To do
All lines in the records below that hold "strokeStyle" are to be shown.

Stored items:
....
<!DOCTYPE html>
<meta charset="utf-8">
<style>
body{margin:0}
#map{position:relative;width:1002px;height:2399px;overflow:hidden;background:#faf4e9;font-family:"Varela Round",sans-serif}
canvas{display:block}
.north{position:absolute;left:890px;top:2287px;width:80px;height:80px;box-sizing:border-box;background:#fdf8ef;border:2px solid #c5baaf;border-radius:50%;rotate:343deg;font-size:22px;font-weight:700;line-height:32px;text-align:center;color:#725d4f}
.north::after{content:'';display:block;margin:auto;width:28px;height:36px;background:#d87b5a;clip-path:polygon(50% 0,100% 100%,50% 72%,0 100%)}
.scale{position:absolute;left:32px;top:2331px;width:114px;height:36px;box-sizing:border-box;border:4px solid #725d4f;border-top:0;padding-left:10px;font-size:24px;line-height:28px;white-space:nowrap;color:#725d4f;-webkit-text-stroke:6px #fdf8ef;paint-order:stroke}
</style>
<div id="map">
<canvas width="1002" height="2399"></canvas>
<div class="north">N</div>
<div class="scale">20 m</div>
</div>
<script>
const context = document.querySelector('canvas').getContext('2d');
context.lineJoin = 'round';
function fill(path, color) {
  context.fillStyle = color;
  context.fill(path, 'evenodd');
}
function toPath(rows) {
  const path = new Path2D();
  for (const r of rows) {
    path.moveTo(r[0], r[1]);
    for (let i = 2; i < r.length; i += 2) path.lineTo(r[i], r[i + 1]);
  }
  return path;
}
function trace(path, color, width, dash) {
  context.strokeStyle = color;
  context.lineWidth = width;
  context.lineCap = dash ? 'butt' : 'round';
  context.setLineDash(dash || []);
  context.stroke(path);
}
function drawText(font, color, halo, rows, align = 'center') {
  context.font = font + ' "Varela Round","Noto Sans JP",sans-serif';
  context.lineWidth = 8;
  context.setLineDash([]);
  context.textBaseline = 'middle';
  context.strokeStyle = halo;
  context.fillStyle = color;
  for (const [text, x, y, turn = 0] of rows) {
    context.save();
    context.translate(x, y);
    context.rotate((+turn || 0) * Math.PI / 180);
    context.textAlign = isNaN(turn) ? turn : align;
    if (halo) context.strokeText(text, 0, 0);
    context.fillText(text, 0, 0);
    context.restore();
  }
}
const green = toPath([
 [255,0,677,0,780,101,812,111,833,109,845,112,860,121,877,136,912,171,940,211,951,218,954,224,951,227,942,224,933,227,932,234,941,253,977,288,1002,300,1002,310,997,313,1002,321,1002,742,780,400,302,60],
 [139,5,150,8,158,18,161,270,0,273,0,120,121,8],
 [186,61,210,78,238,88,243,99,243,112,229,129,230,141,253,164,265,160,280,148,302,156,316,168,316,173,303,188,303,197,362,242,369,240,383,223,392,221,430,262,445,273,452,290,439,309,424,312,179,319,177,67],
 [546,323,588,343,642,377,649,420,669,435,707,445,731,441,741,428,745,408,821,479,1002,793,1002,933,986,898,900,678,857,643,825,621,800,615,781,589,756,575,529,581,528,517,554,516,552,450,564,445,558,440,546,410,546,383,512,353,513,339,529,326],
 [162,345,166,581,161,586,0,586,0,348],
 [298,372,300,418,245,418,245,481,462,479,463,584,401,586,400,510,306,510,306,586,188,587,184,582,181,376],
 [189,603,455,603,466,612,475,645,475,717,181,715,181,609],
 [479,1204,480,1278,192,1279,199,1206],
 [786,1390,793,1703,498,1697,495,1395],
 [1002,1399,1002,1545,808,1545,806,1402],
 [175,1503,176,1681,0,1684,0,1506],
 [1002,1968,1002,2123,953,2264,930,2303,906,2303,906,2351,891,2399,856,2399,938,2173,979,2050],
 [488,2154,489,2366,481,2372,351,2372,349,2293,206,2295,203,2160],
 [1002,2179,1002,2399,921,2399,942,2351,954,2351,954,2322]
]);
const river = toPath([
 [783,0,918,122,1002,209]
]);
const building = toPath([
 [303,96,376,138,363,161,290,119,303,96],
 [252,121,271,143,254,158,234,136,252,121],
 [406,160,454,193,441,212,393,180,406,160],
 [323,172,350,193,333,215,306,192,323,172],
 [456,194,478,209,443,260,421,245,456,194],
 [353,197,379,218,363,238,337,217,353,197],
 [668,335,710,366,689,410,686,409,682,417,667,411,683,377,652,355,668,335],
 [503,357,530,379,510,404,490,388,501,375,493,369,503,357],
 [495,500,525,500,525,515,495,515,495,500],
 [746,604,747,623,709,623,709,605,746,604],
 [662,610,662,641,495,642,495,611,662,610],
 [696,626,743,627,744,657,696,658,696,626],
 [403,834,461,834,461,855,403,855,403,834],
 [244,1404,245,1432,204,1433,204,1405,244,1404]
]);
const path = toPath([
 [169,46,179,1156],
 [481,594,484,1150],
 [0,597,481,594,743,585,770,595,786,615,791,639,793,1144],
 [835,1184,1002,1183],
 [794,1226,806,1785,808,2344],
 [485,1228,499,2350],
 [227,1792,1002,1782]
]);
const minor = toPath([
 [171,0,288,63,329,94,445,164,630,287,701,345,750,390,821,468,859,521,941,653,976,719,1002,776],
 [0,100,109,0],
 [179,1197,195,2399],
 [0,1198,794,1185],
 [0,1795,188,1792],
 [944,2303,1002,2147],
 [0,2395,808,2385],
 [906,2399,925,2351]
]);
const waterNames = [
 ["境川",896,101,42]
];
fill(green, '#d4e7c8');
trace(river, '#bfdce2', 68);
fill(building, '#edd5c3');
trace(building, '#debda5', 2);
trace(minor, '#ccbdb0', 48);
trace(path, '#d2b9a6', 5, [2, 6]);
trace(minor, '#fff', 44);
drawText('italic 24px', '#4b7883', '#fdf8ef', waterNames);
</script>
....
Result below
  context.strokeStyle = color;
  context.strokeStyle = halo;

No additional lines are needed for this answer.